Henri Laborit (21 November 1914 – 18 May 1995) was a French surgeon, neurobiologist, writer and philosopher. In 1952, Laborit was instrumental in the development of the drug chlorpromazine, published his findings, and convinced three psychiatrists to test it on a patient, resulting in great success. Laborit was recognized for his work, but as a surgeon searching for an anesthetic, he came to be at odds with psychiatrists who made their own discoveries and competing claims.

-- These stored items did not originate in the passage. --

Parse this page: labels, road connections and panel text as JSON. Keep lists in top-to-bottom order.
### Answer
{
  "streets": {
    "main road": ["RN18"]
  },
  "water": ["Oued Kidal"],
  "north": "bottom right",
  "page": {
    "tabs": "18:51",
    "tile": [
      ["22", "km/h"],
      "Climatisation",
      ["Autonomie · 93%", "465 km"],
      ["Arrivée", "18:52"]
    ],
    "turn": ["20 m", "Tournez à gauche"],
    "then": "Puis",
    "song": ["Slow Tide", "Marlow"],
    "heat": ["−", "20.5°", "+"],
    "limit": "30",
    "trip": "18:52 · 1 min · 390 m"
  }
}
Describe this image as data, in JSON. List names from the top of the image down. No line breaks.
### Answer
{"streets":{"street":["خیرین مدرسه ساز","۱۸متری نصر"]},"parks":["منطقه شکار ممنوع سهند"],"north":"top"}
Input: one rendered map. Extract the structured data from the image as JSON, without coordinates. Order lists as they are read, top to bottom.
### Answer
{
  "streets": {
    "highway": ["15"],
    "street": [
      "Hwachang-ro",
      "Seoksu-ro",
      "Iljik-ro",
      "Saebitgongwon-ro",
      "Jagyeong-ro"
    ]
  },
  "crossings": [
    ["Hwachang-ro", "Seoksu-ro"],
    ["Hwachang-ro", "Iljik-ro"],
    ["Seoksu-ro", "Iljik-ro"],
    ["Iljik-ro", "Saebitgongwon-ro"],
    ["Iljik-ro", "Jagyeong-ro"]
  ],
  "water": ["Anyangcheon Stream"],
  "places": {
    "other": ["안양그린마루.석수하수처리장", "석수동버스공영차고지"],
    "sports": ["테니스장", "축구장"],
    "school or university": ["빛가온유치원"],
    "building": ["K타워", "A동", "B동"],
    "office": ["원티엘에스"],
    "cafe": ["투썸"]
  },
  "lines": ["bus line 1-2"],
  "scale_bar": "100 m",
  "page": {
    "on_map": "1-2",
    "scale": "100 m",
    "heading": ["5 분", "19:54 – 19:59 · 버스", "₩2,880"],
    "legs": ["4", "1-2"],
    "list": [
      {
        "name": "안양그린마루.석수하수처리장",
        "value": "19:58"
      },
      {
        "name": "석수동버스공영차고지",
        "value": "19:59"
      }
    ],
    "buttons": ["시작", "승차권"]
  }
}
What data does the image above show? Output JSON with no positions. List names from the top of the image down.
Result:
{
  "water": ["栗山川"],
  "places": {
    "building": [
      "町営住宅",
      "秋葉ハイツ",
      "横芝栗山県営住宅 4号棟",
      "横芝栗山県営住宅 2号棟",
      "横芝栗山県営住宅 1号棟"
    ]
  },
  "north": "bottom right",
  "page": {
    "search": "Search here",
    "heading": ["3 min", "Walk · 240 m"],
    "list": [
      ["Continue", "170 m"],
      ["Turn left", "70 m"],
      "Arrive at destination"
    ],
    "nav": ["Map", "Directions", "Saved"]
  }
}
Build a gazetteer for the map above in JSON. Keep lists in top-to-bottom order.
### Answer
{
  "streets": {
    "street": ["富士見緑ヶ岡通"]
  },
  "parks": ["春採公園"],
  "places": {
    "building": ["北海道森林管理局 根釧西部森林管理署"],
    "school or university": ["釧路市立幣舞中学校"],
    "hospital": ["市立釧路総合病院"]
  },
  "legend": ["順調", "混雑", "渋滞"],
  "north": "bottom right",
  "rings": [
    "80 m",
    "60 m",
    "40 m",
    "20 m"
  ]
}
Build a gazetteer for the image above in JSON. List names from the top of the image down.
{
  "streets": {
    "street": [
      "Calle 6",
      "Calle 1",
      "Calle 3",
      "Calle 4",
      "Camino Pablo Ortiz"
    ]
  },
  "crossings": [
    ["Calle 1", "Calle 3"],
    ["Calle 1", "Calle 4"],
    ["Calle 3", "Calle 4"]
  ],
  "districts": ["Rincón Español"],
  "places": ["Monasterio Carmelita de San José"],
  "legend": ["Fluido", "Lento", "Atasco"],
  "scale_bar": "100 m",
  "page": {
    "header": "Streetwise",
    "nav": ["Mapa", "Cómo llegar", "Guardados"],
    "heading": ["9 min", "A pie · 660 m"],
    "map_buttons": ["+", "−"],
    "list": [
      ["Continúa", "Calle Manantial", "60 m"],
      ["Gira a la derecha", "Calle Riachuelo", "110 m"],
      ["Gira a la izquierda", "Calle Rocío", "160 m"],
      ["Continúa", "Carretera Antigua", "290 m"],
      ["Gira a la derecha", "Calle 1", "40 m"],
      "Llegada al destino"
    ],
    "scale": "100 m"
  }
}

Laborit wrote several books where he popularizes his ethological laboratory research and marries it, through systems thinking, with knowledge from several other disciplines, being a strong advocate of interdisciplinarity and transdisciplinarity. His writings can also be found to have deep roots in anarchist thought. He was personally untroubled by the requirements of science and the constraints of university life. He maintained an independence from academia and never sought to produce the orderly results that science requires of its adherents.[1][2]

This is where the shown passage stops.